"When I arrived in Japan I ridiculed the Katas and of all the secrets that were supposed to be hidden there. Previously, in Europe, both Katas that I had practised (Nage-no and Katemono) had not impressed me at all. I think today that it is because they had never been correctly taught to me. I thus thought only of smashing doors with even more power and force, to “smash best”, more and more quickly, while I saw around me innumerable quantities of keys which seemed able to open doors without damage, without deploying useless power.

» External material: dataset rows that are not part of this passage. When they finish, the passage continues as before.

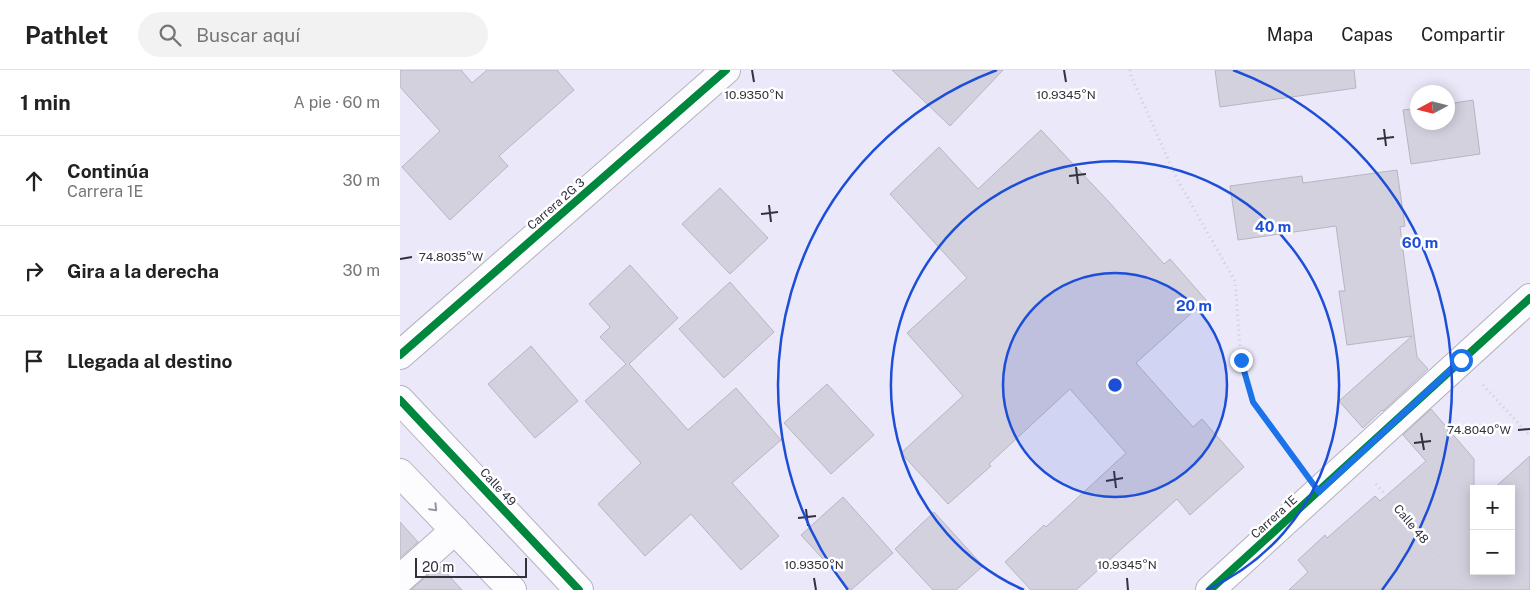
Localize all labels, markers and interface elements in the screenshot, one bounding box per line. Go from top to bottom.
search box [138,12,488,57]
text: Pathlet [25,21,108,49]
icon: search [156,21,184,49]
text: Buscar aquí [196,24,300,46]
text: Mapa [1267,24,1313,45]
text: Capas [1341,24,1393,45]
text: Compartir [1421,24,1505,45]
north arrow [1410,85,1455,130]
text: 10.9350°N [724,88,784,102]
text: 10.9345°N [1036,88,1096,102]
text: 1 min [20,90,71,115]
text: A pie · 60 m [294,93,380,112]
text: Continúa [67,160,149,182]
icon: ahead [20,167,48,195]
text: 30 m [343,171,380,190]
street label: Carrera 2G 3 [524,175,588,233]
text: Carrera 1E [67,182,143,201]
text: 40 m [1255,218,1291,235]
text: 60 m [1402,234,1438,251]
text: 74.8035°W [419,250,484,264]
icon: right [20,257,48,285]
text: Gira a la derecha [67,260,219,282]
text: 30 m [343,261,380,280]
text: 20 m [1176,297,1212,314]
icon: arrive [20,347,48,375]
route end [1230,349,1253,372]
route start [1450,349,1473,372]
text: Llegada al destino [67,350,232,372]
centre of rings [1106,376,1124,394]
text: 74.8040°W [1447,423,1512,437]
street label: Calle 49 [477,465,519,509]
map controls [1470,485,1515,575]
button: + [1470,485,1515,530]
street label: Carrera 1E [1248,493,1300,541]
one-way arrow [428,502,437,511]
street label: Calle 48 [1391,502,1431,547]
button: − [1470,530,1515,575]
scale bar [415,555,528,578]
text: 10.9350°N [784,558,844,572]
text: 10.9345°N [1097,558,1157,572]
text: 20 m [422,559,454,575]

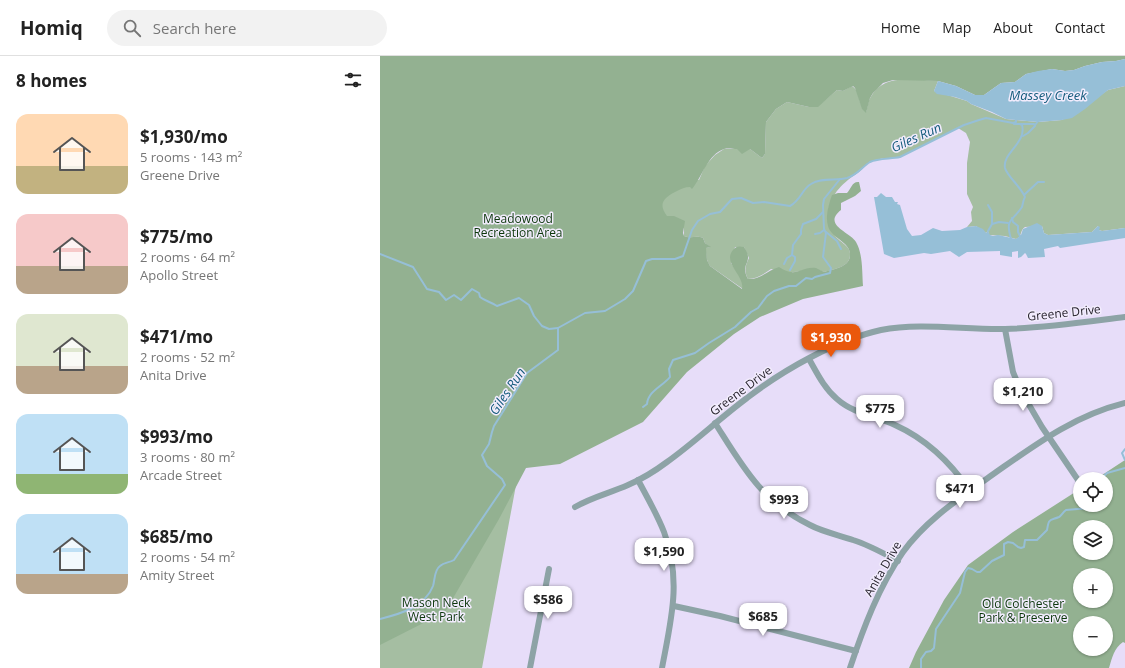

It took me a good six months in Japan, of sensational and unchained brawls, alongside wise and erudite Katas, before I came, exhausted, tired and annoyed, to a final door that was too thick for me to break down. Finally, angrily, I took the key, that had been there all along, from one of the gently smiling old masters of the Kôdôkan. And I opened the door by quite simply turning the key in the lock.
It is only since I began the study of Katas that I have possessed the keys of Judo, “the keys of the famous doors, thick or not”! ... And the ordinary public does not see anything interesting in the fact that one opens a door with a key instead of smashing it down brutally. One says: “Yes, obviously, it is too simple, everyone can do it.” Yet to smash a door seems increasingly ludicrous!"
Judo – Yves Klein
(Text selected by Ian Whittlesea from Yves Klein’s published writings and journals. Translations by Klaus Ottmann, Sidra Stich, Anna Follo, Emmanuelle Ollier and Ian Whittlesea.)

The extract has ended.